A type of attributing interest in a foreign investment fund for which a person may not use the fair dividend rate method (Russell Investment Company plc: NZDH-A class shares)

Any investment made by a New Zealand resident investor in the NZDH-A class of shares in the Global High Yield Fund, a sub-fund of Russell Investment Company plc, is a type of attributing interest for which a person may not use the fair dividend rate method to calculate foreign investment fund income from the interest for the 2019 and subsequent years.

Reference

This determination is made under section 91AAO(1)(b) of the Tax Administration Act 1994. This power has been delegated by the Commissioner of Inland Revenue to the position of Technical Specialist, under section 7 of the Tax Administration Act 1994.

Discussion (which does not form part of the determination)

Shares in the Russell Investment Company plc (“RIC”), an Irish public limited company, to which this determination applies, are an attributing interest in a foreign investment fund (“FIF”) for New Zealand resident investors. RIC is structured as an umbrella fund with segregated liability between sub-funds. Those sub-funds do not have a separate legal personality under Irish law.

New Zealand resident investors are required to apply the FIF rules to determine their tax liability in respect of their investment in shares in RIC each year.

The Global High Yield Fund (“GHY Fund”) is a sub-fund of RIC which invests in a portfolio of corporate debt instruments. RIC issues a class of shares denominated in New Zealand dollars (“NZDH-A shares”) that provide holders of that class of shares with an interest in the pool of investments held by the GHY Fund. RIC undertakes hedging for NZDH-A shares, with the intention that this arrangement ensures the New Zealand dollar value of that class of shares is unaffected by foreign exchange movements.

Section EX 46(10)(c) of the Income Tax Act 2007 does not apply to prevent the use of the fair dividend rate (“FDR”) method, but would apply if the GHY Fund represented a separate foreign company and the NZDH-A share class was the only class of shares on issue.
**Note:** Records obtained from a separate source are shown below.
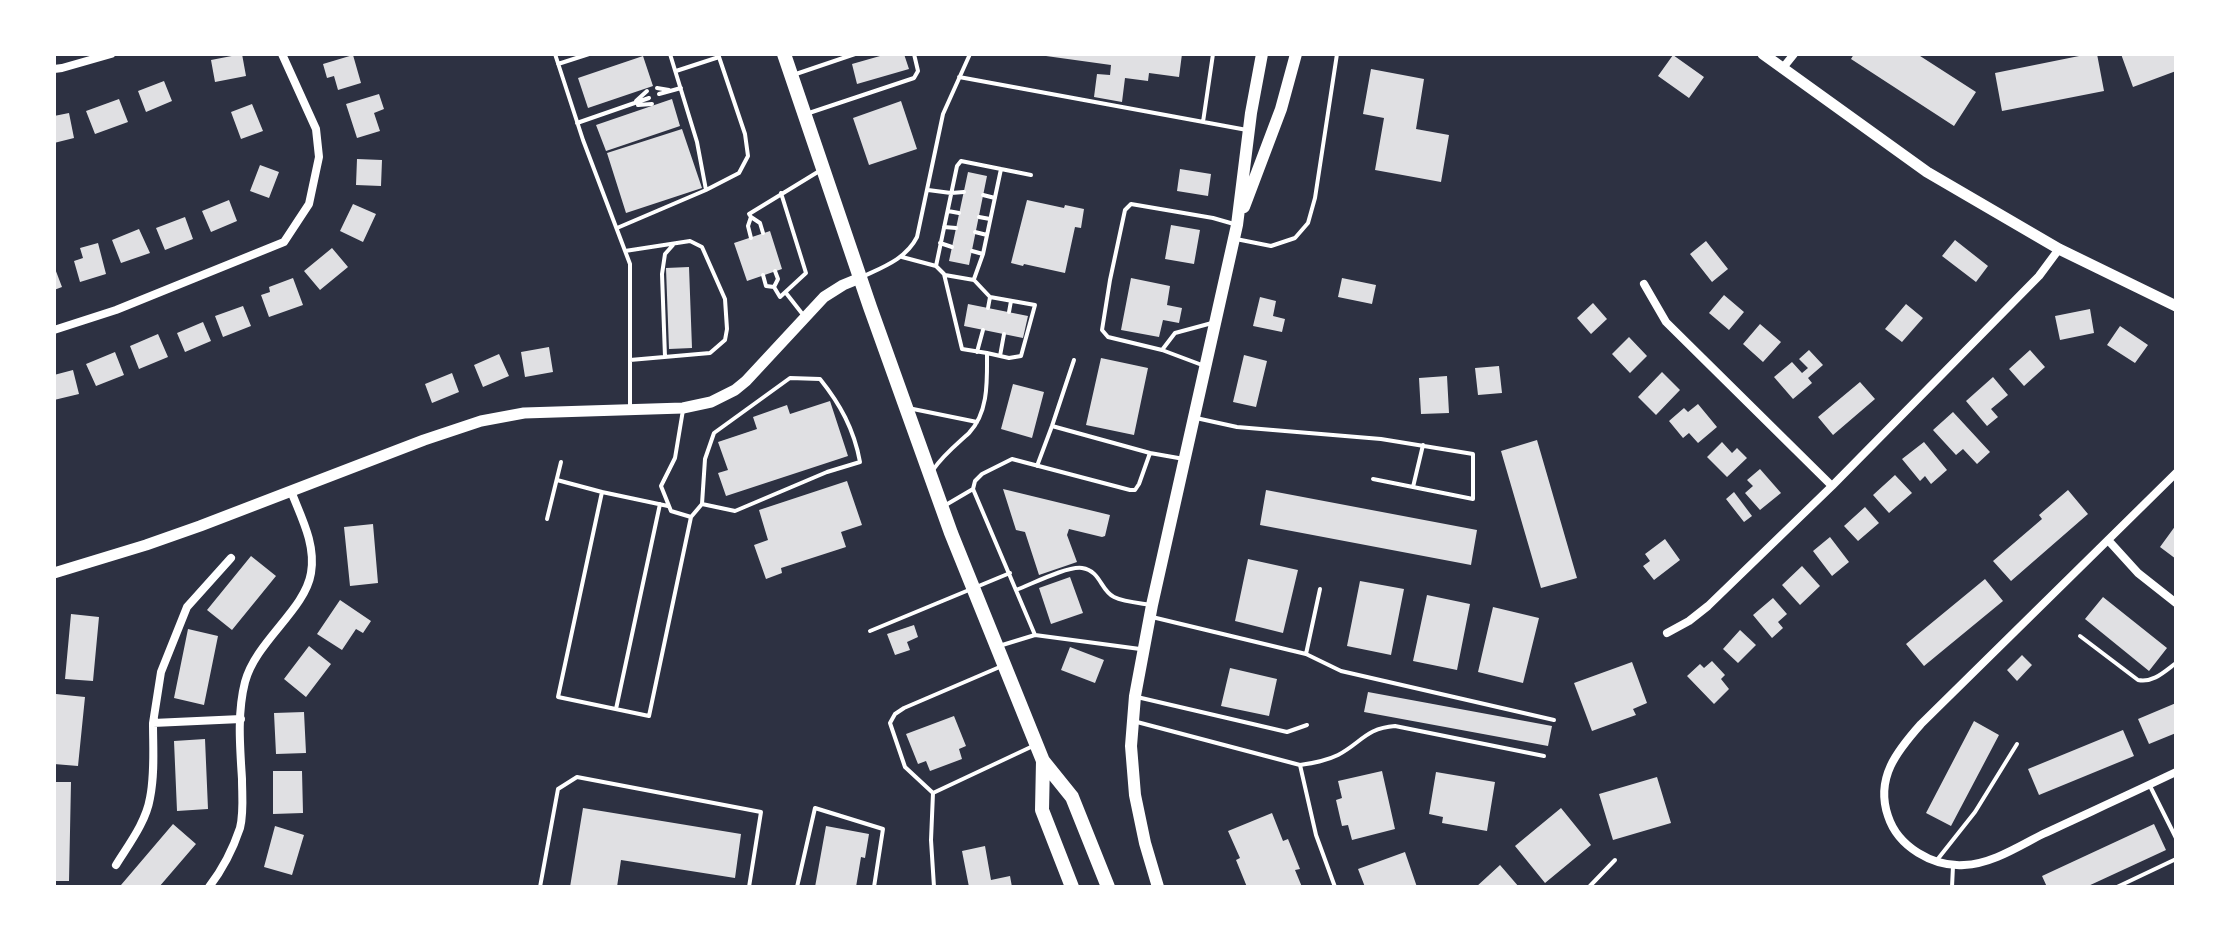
<!DOCTYPE html>
<html>
<head>
<meta charset="utf-8">
<style>
  body { margin:0 }
  #map { position:relative; width:2230px; height:941px; overflow:hidden; background:#2d3142; font-family:"PT Sans",sans-serif }
  canvas { display:block }
  .frame { position:absolute; inset:0; border:56px solid #fff; pointer-events:none }
</style>
</head>
<body>
<div id="map">
<canvas width="2230" height="941"></canvas>
<div class="frame"></div>
</div>
<script>
const context = document.querySelector('canvas').getContext('2d');
context.lineJoin = 'round';
function fill(path, color) { context.fillStyle = color; context.fill(path, 'evenodd'); }
function trace(path, color, width, dash) { context.strokeStyle = color; context.lineWidth = width; context.lineCap = dash ? 'butt' : 'round'; context.setLineDash(dash || []); context.stroke(path); }
const building = new Path2D(`
  M242,54l4,22 -31,6 -4,-22z
  M887,54h17l5,15 -52,15 -5,-20z
  M1046,54h136l-3,23 -30,-4 -1,8 -23,-3 -3,24 -28,-5 3,-23 13,1 1,-10 -65,-9z
  M1854,54h63l59,38 -22,34 -103,-67z
  M2089,54h8l7,37 -102,20 -7,-38z
  M2121,54h55v17l-43,16z
  M353,55l8,28 -23,7 -4,-14 -7,2 -4,-14z
  M1673,55l31,22 -15,21 -31,-22z
  M643,56l10,30 -65,22 -10,-30z
  M1371,69l53,10 -8,50 33,6 -8,47 -66,-12 9,-52 -21,-4z
  M164,81l8,20 -26,11 -8,-21z
  M379,94l5,15 -10,4 6,18 -23,7 -11,-34z
  M119,99l9,23 -33,12 -9,-23z
  M672,99l8,27 -74,25 -10,-26z
  M901,101l16,48 -48,16 -16,-47z
  M252,104l11,27 -22,8 -10,-27z
  M69,113l5,25 -20,5v-27z
  M682,129l20,59 -76,25 -19,-60z
  M357,159l25,1 -1,26 -25,-1z
  M260,165l19,7 -10,26 -19,-7z
  M1180,169l31,5 -3,22 -31,-5z
  M968,172l19,4 -18,89 -20,-4z
  M229,200l8,21 -26,11 -9,-21z
  M1027,200l37,8 1,-3 19,4 -3,19 -6,-1 -10,46 -41,-9 -1,2 -12,-3z
  M353,204l23,10 -13,28 -23,-11z
  M185,217l8,22 -28,11 -9,-22z
  M1171,225l29,5 -6,34 -29,-5z
  M139,229l11,24 -29,10 -9,-23z
  M770,231l12,38 -35,12 -13,-38z
  M1955,240l33,26 -12,16 -34,-26z
  M1706,241l22,28 -16,13 -22,-28z
  M98,243l8,31 -26,8 -6,-21 9,-3 -3,-10z
  M332,248l16,19 -28,23 -16,-19z
  M54,266l8,21 -8,3z
  M689,267l3,81 -23,1 -3,-81z
  M293,278l10,27 -34,12 -8,-22 9,-3 -1,-5z
  M1131,278l39,8 -3,19 15,3 -3,15 -16,-3 -4,17 -38,-7z
  M1342,278l34,7 -4,19 -34,-7z
  M1724,295l20,17 -15,18 -20,-17z
  M1260,297l16,4 -3,15 12,3 -3,13 -29,-6z
  M1593,303l14,16 -16,15 -14,-16z
  M968,304l60,12 -5,22 -59,-12z
  M1906,304l17,14 -21,24 -17,-13z
  M243,306l8,20 -28,11 -8,-21z
  M2090,309l4,24 -34,7 -5,-24z
  M203,322l8,19 -26,11 -8,-19z
  M1760,324l21,18 -18,20 -20,-18z
  M2120,326l28,19 -13,18 -28,-18z
  M158,334l10,23 -29,12 -9,-23z
  M1629,337l18,19 -17,17 -18,-19z
  M549,347l4,25 -28,5 -4,-25z
  M1809,350l14,15 -15,13 4,5 -19,16 -19,-22 18,-15 10,11 6,-5 -9,-9z
  M2030,350l15,17 -21,19 -15,-17z
  M115,352l9,23 -28,11 -10,-22z
  M499,354l10,22 -26,11 -9,-22z
  M1244,355l23,6 -11,46 -23,-5z
  M1101,358l47,10 -14,67 -48,-10z
  M1499,366l3,27 -24,2 -3,-27z
  M73,370l6,24 -25,6v-25z
  M1662,372l18,18 -24,25 -18,-18z
  M452,373l7,19 -27,11 -7,-19z
  M1447,376l2,37 -28,1 -2,-36z
  M1993,377l15,18 -17,14 7,8 -11,9 -21,-25z
  M1860,382l15,17 -42,36 -15,-18z
  M1013,384l31,8 -12,46 -31,-9z
  M830,401l18,55 -122,40 -8,-23 10,-3 -10,-28 39,-13 -4,-12 34,-12 3,9z
  M1698,404l19,23 -19,16 -9,-10 -6,5 -14,-17 15,-13 4,4z
  M1953,412l37,40 -13,12 -14,-15 -7,6 -23,-25z
  M1537,440l40,138 -36,10 -40,-137z
  M1722,442l10,11 5,-5 10,10 -20,19 -20,-20z
  M1924,442l23,28 -16,14 -6,-8 -5,5 -18,-22z
  M1760,469l21,24 -21,17 -15,-17 8,-7 -6,-6z
  M1895,475l17,18 -23,20 -16,-18z
  M847,481l15,44 -21,7 5,15 -65,21 1,5 -16,6 -12,-34 14,-5 -9,-30z
  M1003,489l107,26 -5,21 -3,1 -33,-8 -2,6 10,27 -38,13 -14,-43 -9,-2z
  M1266,490l211,40 -6,35 -211,-40z
  M2068,490l20,24 -77,67 -18,-20 49,-42 -3,-4z
  M1734,492l18,24 -8,6 -18,-23z
  M1865,507l14,16 -21,18 -14,-15z
  M373,524l5,59 -28,3 -6,-59z
  M2176,525v34l-16,-12z
  M1830,537l19,25 -17,14 -19,-25z
  M1665,539l15,21 -26,20 -11,-14 7,-5 -5,-7z
  M251,556l25,20 -44,54 -25,-20z
  M1248,559l50,11 -15,63 -48,-12z
  M1802,566l18,20 -20,19 -18,-20z
  M1070,577l13,36 -32,11 -12,-36z
  M1985,579l18,22 -79,65 -18,-22z
  M1360,581l44,8 -13,66 -44,-9z
  M1427,595l43,9 -13,66 -44,-9z
  M2103,597l64,51 -18,23 -64,-52z
  M1773,598l14,16 -9,8 5,6 -11,10 -19,-23z
  M340,600l31,21 -8,12 -7,-4 -14,21 -25,-16z
  M1493,607l46,11 -16,65 -45,-11z
  M71,614l28,3 -6,64 -28,-2z
  M914,625l4,12 -11,5 3,8 -15,5 -8,-21z
  M188,629l30,7 -14,69 -30,-7z
  M1740,630l16,15 -18,18 -15,-14z
  M309,646l22,18 -25,33 -22,-18z
  M1070,647l34,13 -9,23 -34,-13z
  M2022,655l10,10 -15,16 -10,-11z
  M1712,661l13,14 -4,4 8,10 -15,15 -27,-28 13,-12 4,4z
  M1632,662l15,41 -14,6 3,6 -44,16 -18,-48z
  M1230,668l47,11 -8,37 -48,-10z
  M1368,692l184,34 -4,20 -184,-34z
  M56,694l29,3 -7,69 -24,-2z
  M2176,703v30l-27,11 -11,-25z
  M304,712l2,41 -30,1 -2,-41z
  M954,716l12,30 -7,3 3,10 -32,12 -4,-10 -8,3 -12,-30z
  M1974,721l25,14 -48,91 -25,-13z
  M2123,730l11,26 -95,39 -11,-26z
  M205,739l3,70 -31,2 -3,-70z
  M273,771h29l1,42 -30,1z
  M1382,771l13,58 -43,11 -4,-15 -6,1 -6,-26 6,-2 -4,-17z
  M1436,772l59,10 -8,49 -45,-8 1,-6 -14,-3z
  M1657,777l14,46 -58,17 -14,-46z
  M54,782h17l-2,99h-15z
  M583,808l158,26 -6,44 -114,-18 -4,27h-47z
  M1561,808l30,37 -46,38 -30,-37z
  M1272,813l11,28 5,-2 12,30 -5,1 7,17h-55l-11,-27 4,-2 -12,-27z
  M173,824l23,20 -37,43h-36l-2,-2z
  M2154,824l12,26 -80,37h-39l-5,-11z
  M275,826l29,9 -12,40 -28,-8z
  M826,826l43,8 -4,24 -4,-1 -5,30h-41z
  M985,846l6,34 19,-4 2,11h-43l-7,-36z
  M1405,852l12,35h-52l-7,-18z
  M1500,865l19,22h-43z`);
const service = new Path2D(`
  M555,54l28,86 47,124v144
  M670,54l27,88 9,48
  M558,64l31,-10
  M793,75l62,-21
  M959,77l288,53
  M657,88l12,2
  M659,94l22,-6
  M636,101l11,-10
  M638,105l14,-1
  M806,114l108,-36 4,-7 -4,-17
  M1203,122l10,-68
  M577,123l72,-25
  M928,190l23,3 13,-1
  M983,195l12,3
  M948,211l11,2
  M751,217l9,6 3,10
  M979,217l11,2
  M944,227l12,1
  M617,228l89,-38 33,-17 9,-17 -3,-22 -26,-77 -43,14
  M975,232l12,3
  M751,238l-3,-12 3,-9 -2,-3 72,-44
  M1236,239l35,7 24,-8 13,-15 7,-25 22,-144
  M940,243l12,4
  M625,251l65,-10 12,6 23,52 2,30 -2,11 -15,13 -80,7
  M972,251l11,3
  M902,257l34,9 8,8 18,75 25,4c0,27 2,59 -18,80 -13,12 -26,22 -36,37
  M936,266l21,-100 4,-5 70,14
  M763,275l3,11 8,1 6,10 26,-24 -25,-80
  M945,275l29,5 16,17 45,8 -14,51 -12,2 -22,-5
  M862,277c21,-10 44,-18 55,-40l26,-123 27,-60
  M974,279l9,-25 18,-85
  M774,287l4,-8 -3,-8
  M786,293l18,23
  M988,308l2,-11
  M1009,312l2,-11
  M1162,350l13,-17 37,-10
  M977,352l6,-22
  M1000,356l4,-22
  M665,357l-3,-83 3,-20 8,-9
  M1202,365l-40,-15 -54,-13 -6,-7 8,-50 15,-70 6,-6 82,14 21,6
  M913,409l64,13
  M683,410l-8,48 -14,28 10,25 20,6 11,-13 3,-45 9,-26 76,-55 30,1c20,25 34,50 40,83l-33,10 -92,39 -33,-7
  M1196,418l41,9 144,12 92,15v45l-100,-20
  M1052,426l98,27
  M1037,466l15,-40 22,-66
  M557,480l45,12
  M1413,487l10,-42
  M973,489l62,146
  M668,506l-66,-14 -44,205 91,19 42,-199
  M944,506l29,-17 2,-8 7,-7 30,-15 118,31h5l4,-6 11,-31 34,6
  M547,519l14,-57
  M1016,590c16,-6 51,-24 66,-22 19,3 18,22 32,29 10,5 26,6 38,8
  M1152,617l154,37 35,17 213,49
  M870,631l140,-58
  M2080,636l58,44c15,3 26,-8 38,-17
  M999,646l36,-11 105,14
  M1306,654l14,-65
  M1002,666l-98,42 -9,6 -5,9 15,44 28,26 100,-47
  M1137,697l150,35 20,-7
  M616,709l44,-205
  M1137,722l163,43c13,-2 26,-4 38,-10 23,-12 28,-27 57,-29l149,30
  M1300,765l16,70 19,52
  M2150,786l26,52
  M933,793l-2,47 3,47
  M1937,860l38,-48 42,-68
  M540,887l18,-98 19,-12 184,35 -12,75
  M797,887l18,-79 68,21 -9,58
  M1589,887l26,-27
  M1952,887l1,-21
  M2117,887l59,-28`);
const minor = new Path2D(`
  M54,69l8,-1 49,-14
  M1782,69l12,-15
  M1644,284l22,38 166,164
  M54,330l62,-20 168,-68 25,-38 10,-47 -3,-28 -34,-75
  M2176,473l-255,251c-24,27 -46,54 -33,92 10,31 45,51 76,49 28,-1 55,-19 79,-31 45,-21 89,-41 133,-62
  M2108,540l30,33 38,30
  M231,558l-44,49 -26,65 -8,51 88,-4
  M1667,633l22,-12 19,-15 124,-120 207,-210 20,-27
  M116,865c13,-21 30,-43 34,-67 5,-25 3,-51 3,-75
  M209,887c13,-17 24,-38 31,-59 4,-16 2,-33 2,-49 -2,-32 -5,-66 3,-97 11,-41 60,-72 66,-109 5,-29 -10,-56 -20,-82`);
const tertiary = new Path2D(`
  M1763,54l164,118 132,77 117,57
  M54,573l92,-28 54,-19 224,-86 57,-19 43,-8 159,-5 28,-6 24,-12 11,-9 78,-84 19,-12 17,-7`);
const secondary = new Path2D(`
  M1244,207l37,-98 15,-55
  M1158,887l-13,-44 -10,-48 -4,-49 4,-50 17,-91 85,-380 14,-112 11,-59`);
const trunk = new Path2D(`
  M784,54l86,253 81,226 92,228 29,36 36,90
  M1043,761l-1,49 30,77`);
fill(building, '#e0e0e3');
trace(service, '#fff', 4);
trace(minor, '#fff', 8);
trace(tertiary, '#fff', 11);
trace(secondary, '#fff', 12);
trace(trunk, '#fff', 14);
</script>
</body>
</html>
On this basis, where a New Zealand resident invests in NZDH-A shares issued by RIC and the share class, which has a value in New Zealand dollars, is linked to an interest in the GHY Fund that invests predominantly in corporate debt instruments that are highly effectively hedged against foreign currency movements, I consider that it is appropriate for investors holding those interests in RIC to be excluded from using the FDR method for the 2019 and subsequent income years.

Scope of determination

This determination is issued on the basis of information provided to the Commissioner before the date of this determination and applies to an attributing interest in a FIF held by New Zealand resident investors in a non-resident issuer where:

  • The non-resident issuer:
    • is an Irish public limited company established on 31 March 1994 that issues multiple classes of shares; and
    • is known at the date of this determination as Russell Investment Company plc; and
    • is structured as an umbrella fund with segregated liability between sub-funds; and
  • The attributing interest consists of a New Zealand dollar denominated class of shares, NZDH-A, issued by that non-resident that provides exposure solely to the GHY Fund that predominantly (i.e. 80% or more by value at a time in the income year) holds corporate debt instruments; and
  • The investment assets attributable to NZDH-A shares are subject to foreign currency hedging arrangements undertaken by the non-resident for the purpose of eliminating exchange rate risk for New Zealand investors on a highly effective basis.

Interpretation

In this determination unless the context otherwise requires:

“Fair dividend rate method” means the fair dividend rate method under section EX 44 of the Income Tax Act 2007; and

“Foreign investment fund” means foreign investment fund under section YA 1 of the Income Tax Act 2007; and

“Non-resident” means a person that is not resident in New Zealand for the purposes of the Income Tax Act 2007.

Determination

An attributing interest in a FIF to which this determination applies is a type of attributing interest for which a person may not use the FDR method to calculate FIF income from the interest.

Application Date

This determination applies for the 2019 and subsequent income years. However, under section 91AAO(3B) of the Tax Administration Act 1994, this determination also applies for an income year beginning before the date of this determination for a person who invests in the NZDH-A class of shares in the GHY Fund and who chooses that the determination applies for that income year.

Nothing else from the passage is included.